Software Engineering
The most valuable skill in your PhD is going to be good software engineering etiquette. In this part of the handbook, we'll introduce the tools to help you strengthen your programming game.
Version Control
**Version control is just a way to keep track of changes on your files over time. Git is the most popular version control software. With Git, you can put all of your code in this container called a repository --- just a fancy word for directory --- and any change you make in that directory can be saved with an associated time-stamp. Therefore if you start changing code that was working, and somewhere along the way it stopped working, you can always revert back to the working version without any issue.
Keeping a copy of your history isn't the only value of version control software. In fact, its greater strength is its ability to enable concurrent collaboration on the same code. Two users can have the code on their computer, making separate changes, and git provides a safe process for merging the two different version together.
Without getting into all the weeds, the fundamental action that you can take in Git is to commit small edits to your code. If I change one or two lines in a big script, I can commit those changes to the repository. Often you'll make commits on your own branch of the repository. This is just a copy of the code that is typically worked on by one user. Therefore, I might have my "john-branch" to which I commit my changes, and my peer might have a "alison-branch" and she'll commit her changes to her branch. All the while, there is something called the main branch which is the official version of the code, and when we are done developing our respective changes, we'll want to merge our changes onto the main branch.
To do this, you should rebase your local branch, onto the main branch. Rebasing is just applying each commit you've pushed to your branch, sequentially onto the main branch. Once you've done this, you'll have a version of the main branch on your computer that includes all of the new edits that you've supplied, and your job is to push your main branch up to the cloud on a platform called GitHub. GitHub stores these shared repositories in accessible web-space, so your colleagues can pull the latests down from the cloud to update their version, and apply their changes to the latest version of main.
Etiquette on Version Control
It's important to make sure that your commits never get to big, and that they are always trying to fix or improve one component of your software. This is because people will often review your commits, and want to understand your changes efficiently, so they know how those changes might impact their development. If your commits contain 10 different fixes scattered throughout a big code base, then it becomes very difficult to understand what was happening from an external perspective --- or from an internal perspective many weeks / months later. Therefore it's recommended to commit small, precise pieces of code.
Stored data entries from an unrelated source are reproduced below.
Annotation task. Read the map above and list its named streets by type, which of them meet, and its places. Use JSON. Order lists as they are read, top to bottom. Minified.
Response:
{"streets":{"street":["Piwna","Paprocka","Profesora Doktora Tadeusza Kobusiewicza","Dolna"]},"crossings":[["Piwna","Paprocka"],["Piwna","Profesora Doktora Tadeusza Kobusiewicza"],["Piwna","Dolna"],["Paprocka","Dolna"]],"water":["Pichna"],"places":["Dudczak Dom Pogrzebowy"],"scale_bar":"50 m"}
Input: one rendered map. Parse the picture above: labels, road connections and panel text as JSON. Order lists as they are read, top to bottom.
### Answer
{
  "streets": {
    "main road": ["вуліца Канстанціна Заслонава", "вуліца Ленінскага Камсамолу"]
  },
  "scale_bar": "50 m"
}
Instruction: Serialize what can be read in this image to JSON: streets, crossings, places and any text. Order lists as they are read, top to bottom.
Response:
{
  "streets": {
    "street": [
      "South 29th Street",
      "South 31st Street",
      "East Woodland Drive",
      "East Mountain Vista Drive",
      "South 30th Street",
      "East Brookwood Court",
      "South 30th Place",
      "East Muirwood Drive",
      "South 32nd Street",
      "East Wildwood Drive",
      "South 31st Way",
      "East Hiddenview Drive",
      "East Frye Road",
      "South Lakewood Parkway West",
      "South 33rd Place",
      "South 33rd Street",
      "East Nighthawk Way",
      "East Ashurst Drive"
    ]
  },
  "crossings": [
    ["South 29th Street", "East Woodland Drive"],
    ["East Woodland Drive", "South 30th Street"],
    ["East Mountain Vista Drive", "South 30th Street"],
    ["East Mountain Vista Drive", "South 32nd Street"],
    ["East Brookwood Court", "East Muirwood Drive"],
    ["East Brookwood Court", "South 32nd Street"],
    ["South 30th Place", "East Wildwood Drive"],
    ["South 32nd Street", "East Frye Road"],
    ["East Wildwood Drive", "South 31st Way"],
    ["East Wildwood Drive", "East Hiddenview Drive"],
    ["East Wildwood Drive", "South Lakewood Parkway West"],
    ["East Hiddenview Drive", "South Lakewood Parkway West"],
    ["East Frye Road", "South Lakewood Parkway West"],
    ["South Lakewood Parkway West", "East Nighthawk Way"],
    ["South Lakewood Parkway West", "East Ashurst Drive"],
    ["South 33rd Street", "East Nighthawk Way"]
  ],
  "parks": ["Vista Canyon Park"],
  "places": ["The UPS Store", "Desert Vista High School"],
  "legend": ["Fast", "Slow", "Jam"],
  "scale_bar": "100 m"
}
That said, this isn't always easy to do. You might be trying out a new feature and making many mistakes but wanting to save your progress. You can still do that! You can commit to your heart's content, but before pushing those commits, it's your responsibility to clean up your commits through interactive rebasing. Interactive rebasing is the process of reordering, dropping, merging, or renaming commits.
Debugging
Beyond keeping your code saved and organized for collaboration, it's also extremely important that you are using your development environment to its fullest potential. Integrated Development Environments or IDEs like VS Code offer an enormous amount of functionality for writing and debugging code. Among the most important tools to become familiar with is the debugger. Debuggers allow you to run you scripts line by line, where you can inspect OR MODIFY values on-the-fly. If you have some funky logic or syntax that never seems to work, you can just set a breakpoint before the error gets thrown, and try different version of the command directly in the debug console until you find the right syntax to accomplish your goal. Exclusively using print statements to debug your code will no longer be tolerated!
Linters and Formatters
One of the core goals when writing good code is to minimize cognitive load. Writing good code is hard enough as is, so we want to minimize as many distractions as possible. This includes making sure that our code is styled and formatted consistently. If some code is written with CamelCase and other with snake_case, and some lines are long and others are short, tabs and spacing are inconsistent, etc etc, then you are inadvertently brain cycles trying translate between these many different styles. Formatters and linters eliminate this entirely.
Formatters like Black have very strict rules about how your code be styled. These formatting styles are specifically designed to minimize cognitive load --- even getting down to setting the line length to <88 characters (as there is evidence to suggest this is the longest a line can get before your brain has to work extra hard). Everyone who writes code with Black will always have the same style, so when I look at a big repository, my code wont look different from your code. Linters do the same thing, but are a little more generous than formatters. Linters make recommendations on how to better construct functions, imports, etc to increase legibility.
Remote Development
Another critical element of software engineering is remote development. Our little laptops can only do so much. Some of the machine learning tasks we need to run can require hundreds of cores and industrial grade GPUs in order to complete in a reasonable amount of time. Remote development allows us to tunnel into other computers via secure shell or SSH and use their beefier resources instead. Long ago this used to be a very painful process, where everything had to be done via terminal; however modern day tools and IDEs like VS Code make remote development nearly as straightforward as local development. In particular, VS code enables you to SSH directly into the remote computer and still develop within the IDE, so you get infinitely more powerful resources from the comfort of your laptop.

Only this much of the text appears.